I’m not here to write about how I never eat when I’m not hungry.
In fact, just last weekend on Sunday even after a big meal…
I’m sitting here stuffed from a picky tea…
But feel the urge just for something else…
Maybe because I knew I had dark chocolate in the cupboard….
It just show how important our environment impacts what we do .
In fact, one study gave people in a cinema STALE popcorn to see how much they would eat.
They still ate it..
When asked if they liked it…
They were a bit like ‘meh’..
But my point is they still ate what they were given…
So what can we do about this?
Here’s 5 tips to help below:
1 – Make a simple, easy to do rule for when and what you will snack on – you plan holidays (when they can happen..), family stuff, work and shopping…yet when it comes to food we sometimes just expect to wing it..
“I will have [insert snack here] at [insert time] today”
^^ give yourself permission to have what you like. They key here is the permission. Rather than ‘Oh F it, I have had one biscuit I may as well give up”…you are making it a part of the plan…
2- Ask yourself: What are you craving? Is it worth it (mentally and physically)? What is the smallest amount you would need to be happily satisfied?
3- How much does this cost you? Put a £ sign on the cost of eating when you’re not hungry. How much does this cost you ?
4. What happens in 5 years time if you don’t get a handle on this habit? To your health? You? Relationships?
5. What can you do instead of this behaviour? When trying to change a habit, rather than focusing on not doing something, it can be easier to focus on what you CAN do, whether that is food related (planning your snacks in) OR self care related (doing something fun for you..
I know for sure
That if I have a bath on an evening,
I snack less on an evening with EASE…
Bath and bed…☺
But I don’t always do it, I’ll admit that.
Just like we say in our 28 Day Kickstart Programme..
This is not about being perfect…
But taking small, yet significant. Steps.
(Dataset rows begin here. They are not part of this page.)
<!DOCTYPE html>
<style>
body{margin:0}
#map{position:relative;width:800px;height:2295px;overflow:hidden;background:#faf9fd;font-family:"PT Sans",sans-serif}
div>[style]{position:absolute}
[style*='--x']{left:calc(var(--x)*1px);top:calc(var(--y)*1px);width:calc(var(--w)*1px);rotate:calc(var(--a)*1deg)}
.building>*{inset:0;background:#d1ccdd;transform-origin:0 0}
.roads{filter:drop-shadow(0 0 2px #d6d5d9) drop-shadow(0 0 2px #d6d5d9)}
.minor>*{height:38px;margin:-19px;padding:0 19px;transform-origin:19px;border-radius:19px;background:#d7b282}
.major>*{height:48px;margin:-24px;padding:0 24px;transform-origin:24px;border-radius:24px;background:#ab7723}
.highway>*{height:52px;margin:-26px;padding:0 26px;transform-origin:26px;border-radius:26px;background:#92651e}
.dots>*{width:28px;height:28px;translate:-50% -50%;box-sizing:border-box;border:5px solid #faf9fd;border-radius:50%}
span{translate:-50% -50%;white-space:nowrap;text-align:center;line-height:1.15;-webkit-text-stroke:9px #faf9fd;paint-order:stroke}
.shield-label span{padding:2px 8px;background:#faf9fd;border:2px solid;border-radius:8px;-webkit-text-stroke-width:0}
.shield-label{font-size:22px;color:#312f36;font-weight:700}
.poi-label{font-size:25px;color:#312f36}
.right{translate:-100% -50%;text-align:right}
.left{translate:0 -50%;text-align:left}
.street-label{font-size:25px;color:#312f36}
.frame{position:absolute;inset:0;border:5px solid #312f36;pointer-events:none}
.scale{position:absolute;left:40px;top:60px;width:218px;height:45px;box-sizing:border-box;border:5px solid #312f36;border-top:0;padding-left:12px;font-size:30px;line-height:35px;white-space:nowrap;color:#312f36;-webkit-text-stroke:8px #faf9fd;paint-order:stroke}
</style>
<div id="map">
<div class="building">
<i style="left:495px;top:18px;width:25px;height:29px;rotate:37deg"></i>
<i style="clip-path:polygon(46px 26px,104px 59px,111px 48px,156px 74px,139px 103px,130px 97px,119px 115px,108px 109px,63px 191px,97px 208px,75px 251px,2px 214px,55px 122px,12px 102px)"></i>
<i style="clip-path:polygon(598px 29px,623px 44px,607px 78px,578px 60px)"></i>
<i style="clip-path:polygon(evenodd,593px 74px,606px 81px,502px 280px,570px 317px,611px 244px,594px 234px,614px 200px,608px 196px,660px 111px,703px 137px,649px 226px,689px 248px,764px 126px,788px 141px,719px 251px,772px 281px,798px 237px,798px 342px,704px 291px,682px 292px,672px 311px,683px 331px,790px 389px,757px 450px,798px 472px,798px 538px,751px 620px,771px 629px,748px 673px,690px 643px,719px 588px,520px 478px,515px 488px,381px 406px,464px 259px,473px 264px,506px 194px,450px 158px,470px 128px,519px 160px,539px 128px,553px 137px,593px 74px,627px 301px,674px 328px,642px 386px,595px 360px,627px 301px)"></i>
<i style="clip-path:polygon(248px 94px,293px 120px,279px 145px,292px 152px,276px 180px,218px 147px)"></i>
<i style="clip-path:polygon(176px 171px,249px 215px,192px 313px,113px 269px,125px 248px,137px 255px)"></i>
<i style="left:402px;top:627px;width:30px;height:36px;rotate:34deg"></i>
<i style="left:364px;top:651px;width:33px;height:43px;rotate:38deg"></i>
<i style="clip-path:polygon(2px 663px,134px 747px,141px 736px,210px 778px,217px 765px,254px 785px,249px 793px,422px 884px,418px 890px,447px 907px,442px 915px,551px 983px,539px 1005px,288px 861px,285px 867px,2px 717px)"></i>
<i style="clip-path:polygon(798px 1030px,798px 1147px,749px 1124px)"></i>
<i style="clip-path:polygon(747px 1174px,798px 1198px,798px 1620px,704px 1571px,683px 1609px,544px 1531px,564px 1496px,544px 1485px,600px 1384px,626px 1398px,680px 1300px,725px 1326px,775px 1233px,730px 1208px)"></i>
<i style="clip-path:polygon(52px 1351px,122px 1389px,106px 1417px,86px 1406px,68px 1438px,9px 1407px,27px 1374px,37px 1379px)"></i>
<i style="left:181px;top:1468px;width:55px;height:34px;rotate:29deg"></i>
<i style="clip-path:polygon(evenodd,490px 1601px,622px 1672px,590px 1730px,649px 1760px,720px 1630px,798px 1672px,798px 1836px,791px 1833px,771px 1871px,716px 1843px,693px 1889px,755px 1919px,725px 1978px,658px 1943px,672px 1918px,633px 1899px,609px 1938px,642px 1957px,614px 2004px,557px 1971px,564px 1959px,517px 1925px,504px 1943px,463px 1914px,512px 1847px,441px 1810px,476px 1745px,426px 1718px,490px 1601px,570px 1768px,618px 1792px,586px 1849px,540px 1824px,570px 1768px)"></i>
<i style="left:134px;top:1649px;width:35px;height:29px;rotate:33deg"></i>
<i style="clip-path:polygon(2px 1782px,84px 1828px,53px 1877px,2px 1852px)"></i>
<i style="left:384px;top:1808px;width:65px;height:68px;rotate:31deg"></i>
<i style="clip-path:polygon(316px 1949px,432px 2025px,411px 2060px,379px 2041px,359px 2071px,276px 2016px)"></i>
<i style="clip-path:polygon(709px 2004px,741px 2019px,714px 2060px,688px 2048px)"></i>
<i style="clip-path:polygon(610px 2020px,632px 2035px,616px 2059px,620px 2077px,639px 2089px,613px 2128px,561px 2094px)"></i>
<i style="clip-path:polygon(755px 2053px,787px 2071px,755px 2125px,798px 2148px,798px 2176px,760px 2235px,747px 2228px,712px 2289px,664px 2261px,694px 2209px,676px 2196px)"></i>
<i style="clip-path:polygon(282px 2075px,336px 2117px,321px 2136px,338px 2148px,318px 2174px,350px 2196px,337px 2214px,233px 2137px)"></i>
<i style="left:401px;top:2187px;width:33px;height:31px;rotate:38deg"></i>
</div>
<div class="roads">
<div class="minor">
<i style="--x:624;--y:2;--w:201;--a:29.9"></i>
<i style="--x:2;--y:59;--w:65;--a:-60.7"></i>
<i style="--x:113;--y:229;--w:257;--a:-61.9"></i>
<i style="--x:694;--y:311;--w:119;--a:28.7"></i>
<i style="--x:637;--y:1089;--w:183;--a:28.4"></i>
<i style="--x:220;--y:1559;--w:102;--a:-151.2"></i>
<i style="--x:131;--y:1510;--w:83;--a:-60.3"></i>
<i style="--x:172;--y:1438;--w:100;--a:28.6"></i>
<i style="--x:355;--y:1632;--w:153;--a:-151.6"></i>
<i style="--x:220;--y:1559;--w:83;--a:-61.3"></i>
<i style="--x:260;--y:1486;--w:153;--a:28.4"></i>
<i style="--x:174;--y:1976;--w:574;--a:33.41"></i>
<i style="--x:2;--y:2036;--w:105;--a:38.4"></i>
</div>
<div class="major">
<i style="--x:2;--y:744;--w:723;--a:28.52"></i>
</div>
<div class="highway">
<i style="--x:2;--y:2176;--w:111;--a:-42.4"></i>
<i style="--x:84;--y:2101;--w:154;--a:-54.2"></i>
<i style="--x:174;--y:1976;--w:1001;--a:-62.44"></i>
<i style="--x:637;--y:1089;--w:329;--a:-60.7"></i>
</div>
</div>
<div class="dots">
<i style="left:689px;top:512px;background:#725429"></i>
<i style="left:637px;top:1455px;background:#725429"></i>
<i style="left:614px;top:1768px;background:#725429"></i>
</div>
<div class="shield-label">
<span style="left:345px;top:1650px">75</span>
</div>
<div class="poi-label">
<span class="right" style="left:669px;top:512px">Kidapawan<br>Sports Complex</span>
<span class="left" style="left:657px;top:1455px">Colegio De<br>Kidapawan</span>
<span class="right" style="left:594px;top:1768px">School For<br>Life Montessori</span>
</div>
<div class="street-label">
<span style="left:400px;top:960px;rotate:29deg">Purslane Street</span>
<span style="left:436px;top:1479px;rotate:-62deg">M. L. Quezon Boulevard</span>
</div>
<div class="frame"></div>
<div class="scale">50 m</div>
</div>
I’ll leave you with this quote from James Clear
“Every action you take is a vote for the type of person you wish to become. No single instance will transform your beliefs, but as the votes build up, so does the evidence of your new identity.
This is one reason why meaningful change does not require radical change. Small habits can make a meaningful difference by providing evidence of a new identity.
And if a change is meaningful, it is actually big. That’s the paradox of making small improvements.”